Mark is trying to tell us something about Jesus. That he is the good shepherd. That he restores our souls in our times of greatest desperation and want. That he provides for us here in the wilderness. And that he can be trusted in the way ahead, that he can be trusted to deliver us through even the valley of the shadow of death.

Receive now again these faithful words from the Psalmist and take comfort in the promise they afford for us who walk without fear behind our good and faithful shepherd:

The Lord is my shepherd; I shall not want. He maketh me to lie down in green pastures: he leadeth me beside the still waters. He restoreth my soul: he leadeth me in the paths of righteousness for his name's sake. Yea, though I walk through the valley of the shadow of death, I will fear no evil: for thou art with me; thy rod and thy staff they comfort me. Thou preparest a table before me in the presence of mine enemies: thou anointest my head with oil; my cup runneth over. Surely goodness and mercy shall follow me all the days of my life: and I will dwell in the house of the Lord for ever.

Wednesday, March 2, 2016

Daily Lesson for March 2, 2016

Today's Daily Lesson is from Psalm 81 verse 10:

I am the Lord your God,
who brought you up out of the land of Egypt.
Open your mouth wide, and I will fill it.

Martin Luther was once asked by one of his students what God was doing before God created the world. "Dreaming up punishments for people who ask those kinds of questions," Luther answered.

We know God in relationship, through God's acts in history and with God's people. We do not think of God as "the Unmoved Mover" as Aristotle did.  God is very moved, very involved, very engaged.

The image we have from today's psalm is that either of a baby bird with his mouth open wide in the nest or an infant child being spoon fed by her mother or father. The Psalmist is saying, "You want to know what God is like?  Think momma bird, or a loving parent."

God is not just up there or out there or back there somewhere. God is involved, reaching down in the mud of the earth to form us in creation, feeding us like baby birds in the nest, delivering us from all manner of evils.  God is a personal God, with His eye on every sparrow and every person and counting every single hair on every head.  In other words, God is involved -- and passionately so.  And that means, when anything happens to even the least of these, God not only notices, but also cares -- and cares enough to act.

So, what was God doing before God made the world?

My answer: nesting.

Tuesday, March 1, 2016

Daily Lesson for March 1, 2016

Today's Daily Lesson comes from Psalm 78 verse 15 and 16:

15 He split rocks in the wilderness
and gave them drink abundantly as from the deep.
16 He made streams come out of the rock
and caused waters to flow down like rivers.

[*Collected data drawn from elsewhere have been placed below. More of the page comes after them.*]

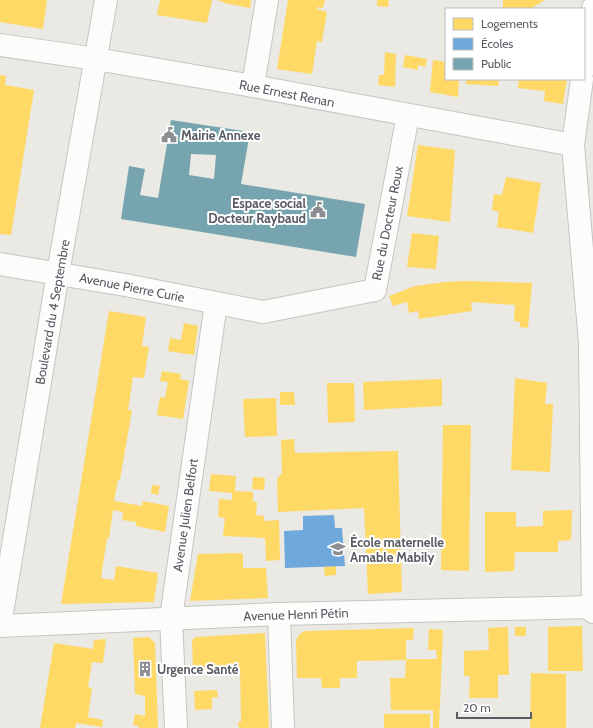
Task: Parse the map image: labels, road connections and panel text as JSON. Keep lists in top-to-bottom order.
{
  "streets": {
    "street": [
      "Rue Ernest Renan",
      "Rue du Docteur Roux",
      "Avenue Pierre Curie",
      "Boulevard du 4 Septembre",
      "Avenue Julien Belfort",
      "Avenue Henri Pétin"
    ]
  },
  "crossings": [
    ["Rue Ernest Renan", "Rue du Docteur Roux"],
    ["Rue Ernest Renan", "Boulevard du 4 Septembre"],
    ["Rue du Docteur Roux", "Avenue Pierre Curie"],
    ["Rue du Docteur Roux", "Avenue Julien Belfort"],
    ["Avenue Pierre Curie", "Boulevard du 4 Septembre"],
    ["Avenue Pierre Curie", "Avenue Julien Belfort"],
    ["Boulevard du 4 Septembre", "Avenue Henri Pétin"],
    ["Avenue Julien Belfort", "Avenue Henri Pétin"]
  ],
  "places": {
    "public building": ["Mairie Annexe", "Espace social Docteur Raybaud"],
    "school or university": ["École maternelle Amable Mabily"],
    "building": ["Urgence Santé"]
  },
  "legend": ["Logements", "Écoles", "Public"],
  "scale_bar": "20 m"
}
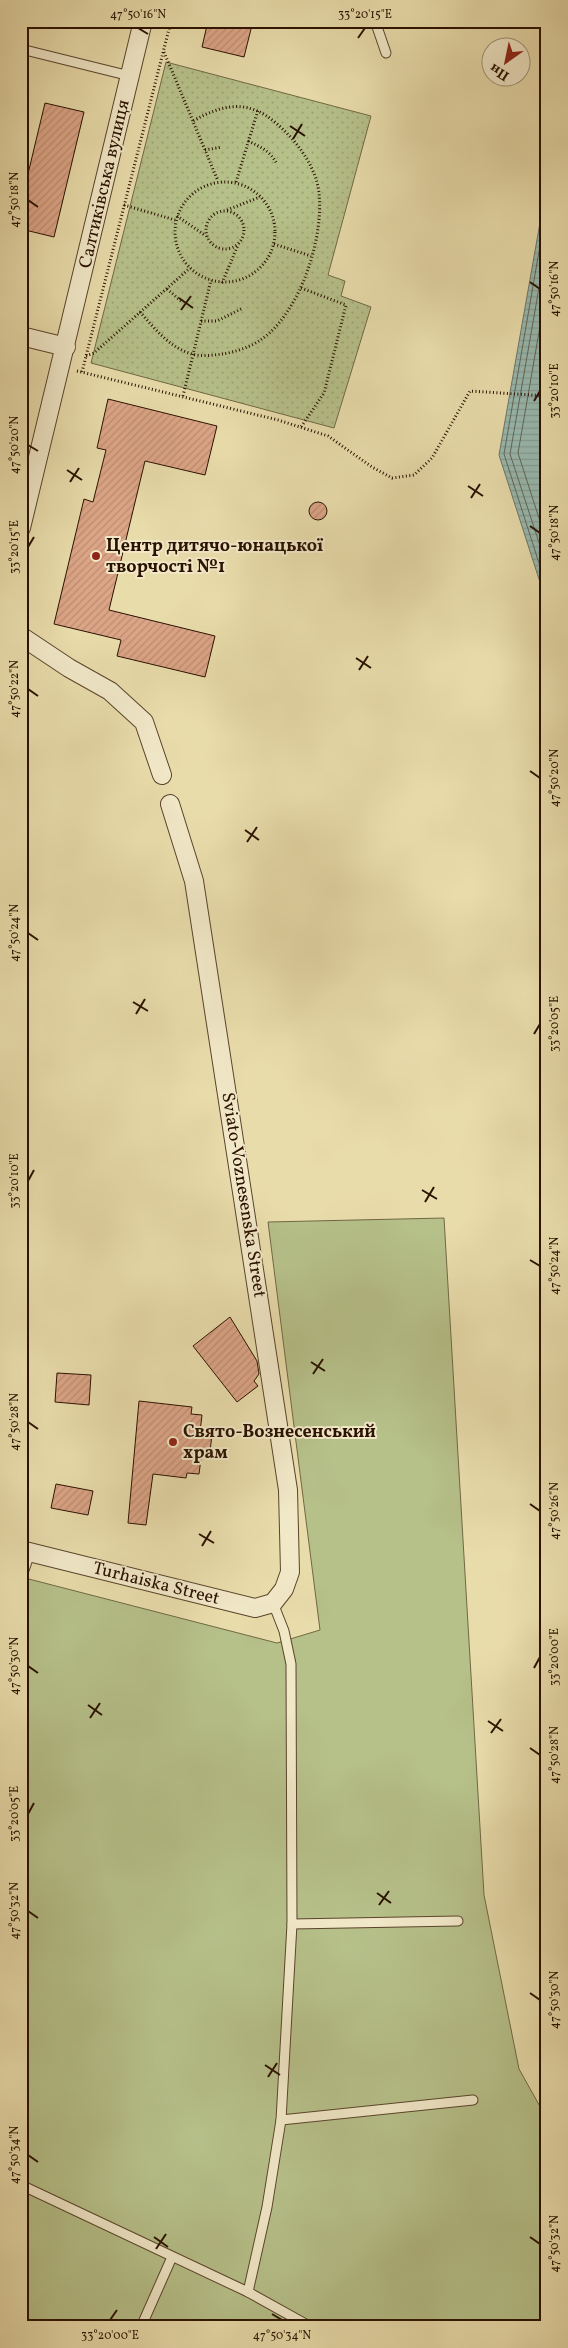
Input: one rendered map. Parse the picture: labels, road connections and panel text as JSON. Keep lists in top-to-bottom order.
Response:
{
  "streets": {
    "street": ["Салтиківська вулиця", "Sviato-Voznesenska Street", "Turhaiska Street"]
  },
  "crossings": [
    ["Sviato-Voznesenska Street", "Turhaiska Street"]
  ],
  "places": ["Центр дитячо-юнацької творчості №1", "Свято-Вознесенський храм"],
  "north": "bottom left",
  "coordinates": [
    "47°50'16\"N",
    "33°20'15\"E",
    "47°50'18\"N",
    "33°20'10\"E",
    "47°50'20\"N",
    "47°50'22\"N",
    "47°50'24\"N",
    "33°20'05\"E",
    "47°50'28\"N",
    "47°50'26\"N",
    "33°20'00\"E",
    "47°50'30\"N",
    "47°50'32\"N",
    "47°50'34\"N"
  ]
}
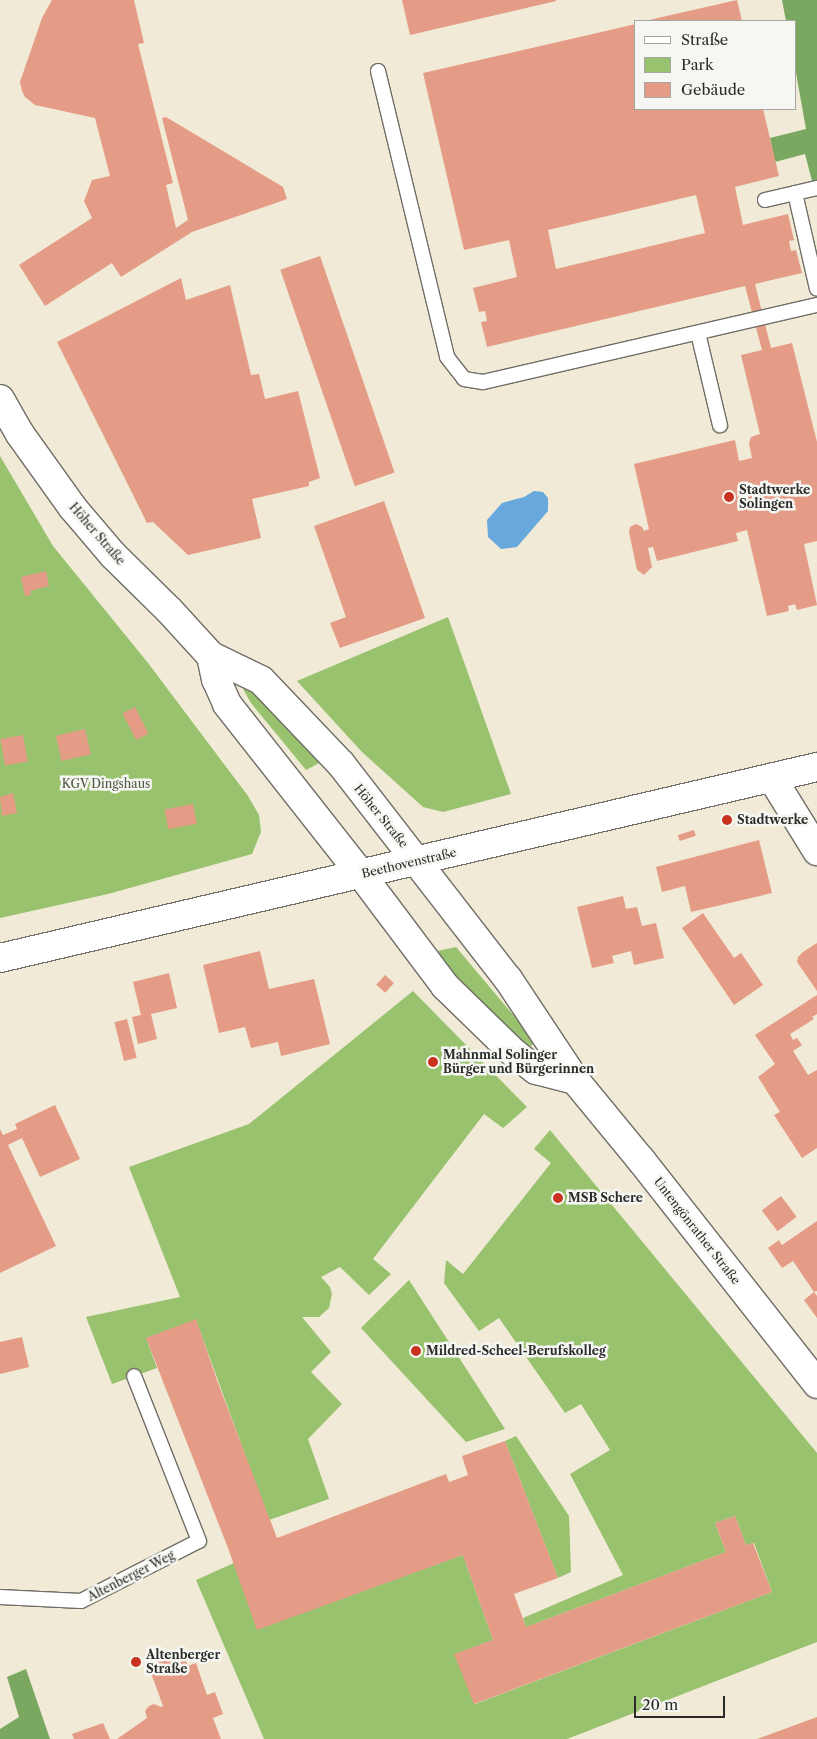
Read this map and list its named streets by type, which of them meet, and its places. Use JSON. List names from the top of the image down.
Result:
{
  "streets": {
    "street": ["Höher Straße", "Beethovenstraße", "Untengönrather Straße"],
    "lane": ["Altenberger Weg"]
  },
  "crossings": [
    ["Höher Straße", "Beethovenstraße"],
    ["Höher Straße", "Untengönrather Straße"],
    ["Beethovenstraße", "Untengönrather Straße"]
  ],
  "parks": ["KGV Dingshaus"],
  "places": [
    "Stadtwerke Solingen",
    "Stadtwerke",
    "Mahnmal Solinger Bürger und Bürgerinnen",
    "MSB Schere",
    "Mildred-Scheel-Berufskolleg",
    "Altenberger Straße"
  ],
  "legend": ["Straße", "Park", "Gebäude"],
  "scale_bar": "20 m"
}
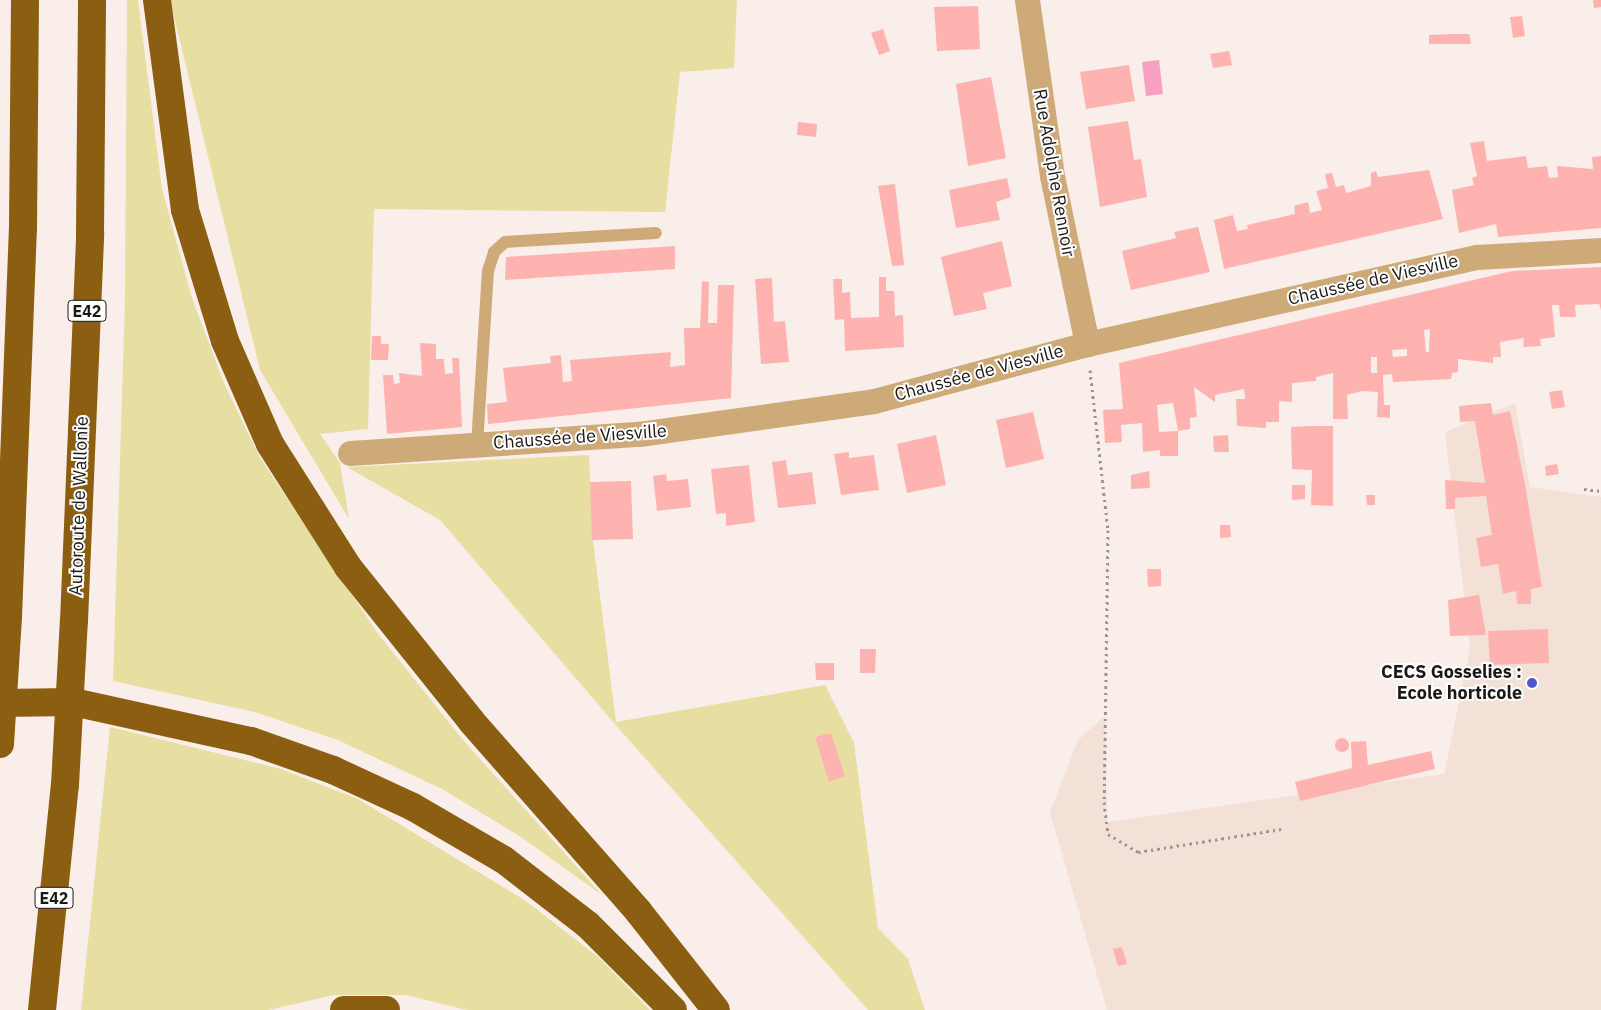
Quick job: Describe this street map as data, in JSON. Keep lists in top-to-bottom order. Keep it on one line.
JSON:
{"streets":{"highway":["E42","Autoroute de Wallonie"],"street":["Rue Adolphe Rennoir","Chaussée de Viesville"]},"crossings":[["Rue Adolphe Rennoir","Chaussée de Viesville"]],"places":["CECS Gosselies : Ecole horticole"]}
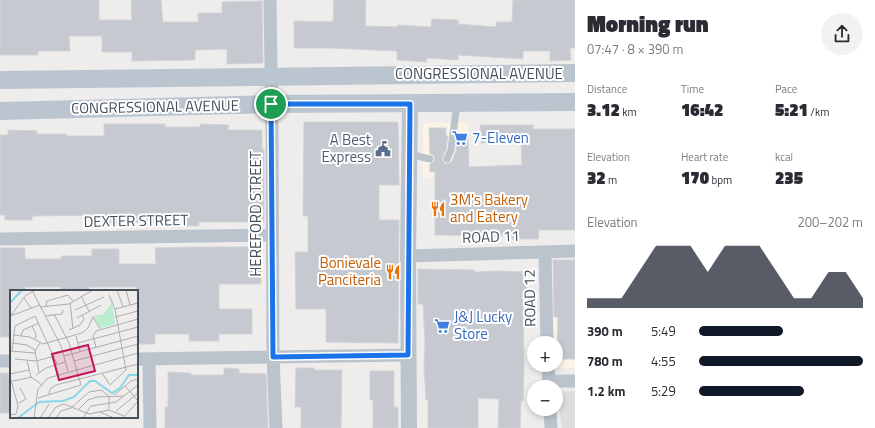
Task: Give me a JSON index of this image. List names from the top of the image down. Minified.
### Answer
{"streets":{"main road":["CONGRESSIONAL AVENUE"],"street":["HEREFORD STREET","DEXTER STREET","ROAD 11","ROAD 12"]},"crossings":[["CONGRESSIONAL AVENUE","HEREFORD STREET"],["HEREFORD STREET","DEXTER STREET"],["ROAD 11","ROAD 12"]],"places":{"supermarket":["7-Eleven","J&J Lucky Store"],"public building":["A Best Express"],"restaurant":["3M's Bakery and Eatery","Bonievale Panciteria"]},"page":{"heading":["Morning run","07:47 · 8 × 390 m"],"stats":[["Distance","3.12 km"],["Time","16:42"],["Pace","5:21 /km"],["Elevation","32 m"],["Heart rate","170 bpm"],["kcal","235"]],"chart":["Elevation","200–202 m"],"list":[{"name":"390 m","note":"5:49"},{"name":"780 m","note":"4:55"},{"name":"1.2 km","note":"5:29"}],"map_buttons":["+","−"]}}
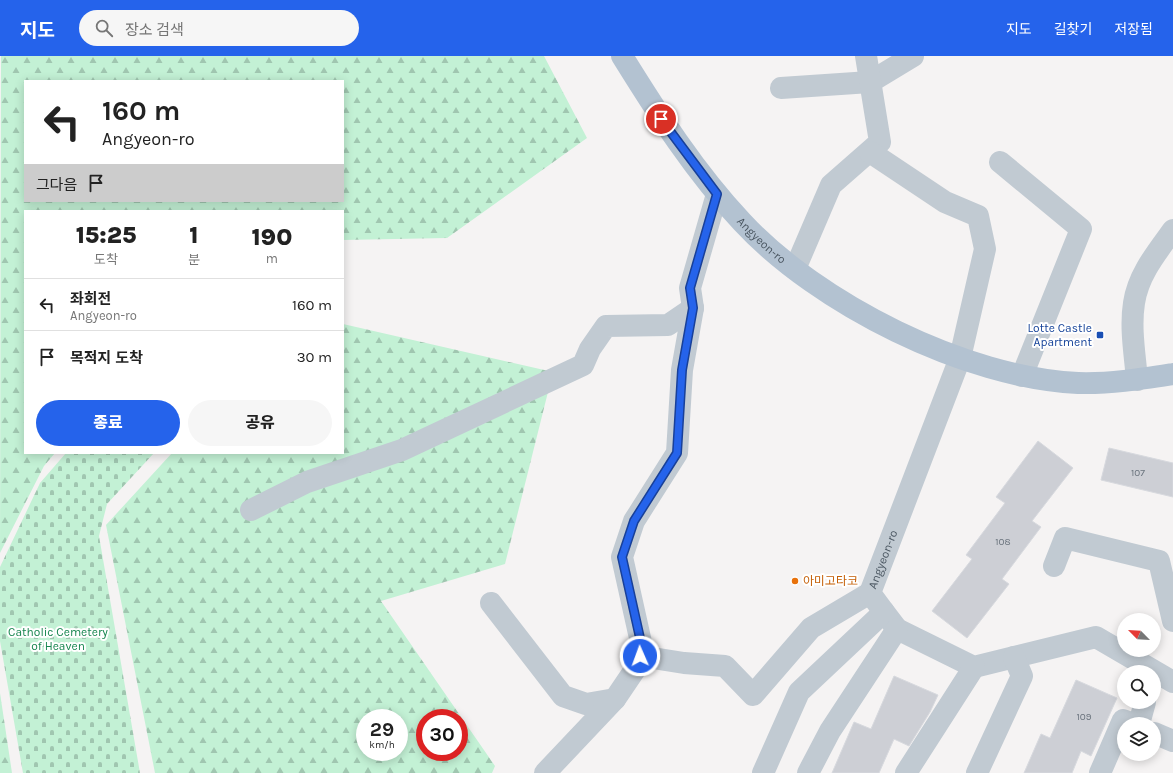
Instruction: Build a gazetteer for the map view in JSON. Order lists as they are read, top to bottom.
{
  "streets": {
    "main road": ["Angyeon-ro"]
  },
  "parks": ["Catholic Cemetery of Heaven"],
  "places": {
    "transit": ["Lotte Castle Apartment"],
    "other": ["아미고타코"]
  },
  "house_numbers": ["107", "108", "109"],
  "north": "top left",
  "page": {
    "header": "지도",
    "search": "장소 검색",
    "nav": ["지도", "길찾기", "저장됨"],
    "turn": ["160 m", "Angyeon-ro"],
    "then": "그다음",
    "eta": [
      "15:25",
      "도착",
      "1",
      "분",
      "190",
      "m"
    ],
    "list": [
      {
        "name": "좌회전",
        "note": "Angyeon-ro",
        "value": "160 m"
      },
      {
        "name": "목적지 도착",
        "value": "30 m"
      }
    ],
    "buttons": ["종료", "공유"],
    "speed": "29 km/h",
    "limit": "30"
  }
}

There is a reservoir buried deep within each human soul.  This is not surface water and is therefore not easily accessible. Only the splitting of rocks can get to it. In other words, only pain opens us to the deep discovery of the well within.

It is out of the depths that the source and sustenance of life stirs.  It lies there mostly hidden and unknown and even unheard of until desperation forces us to looking for it. And there it is, buried deep and hidden from plain sight, yet coursing and flowing beneath and so very full of life. Only the pain of being cracked open, split apart, and dug deep into can lead us to this marvelously surprising discovery:

I've got a river of life flowing in -- and now out -- of me.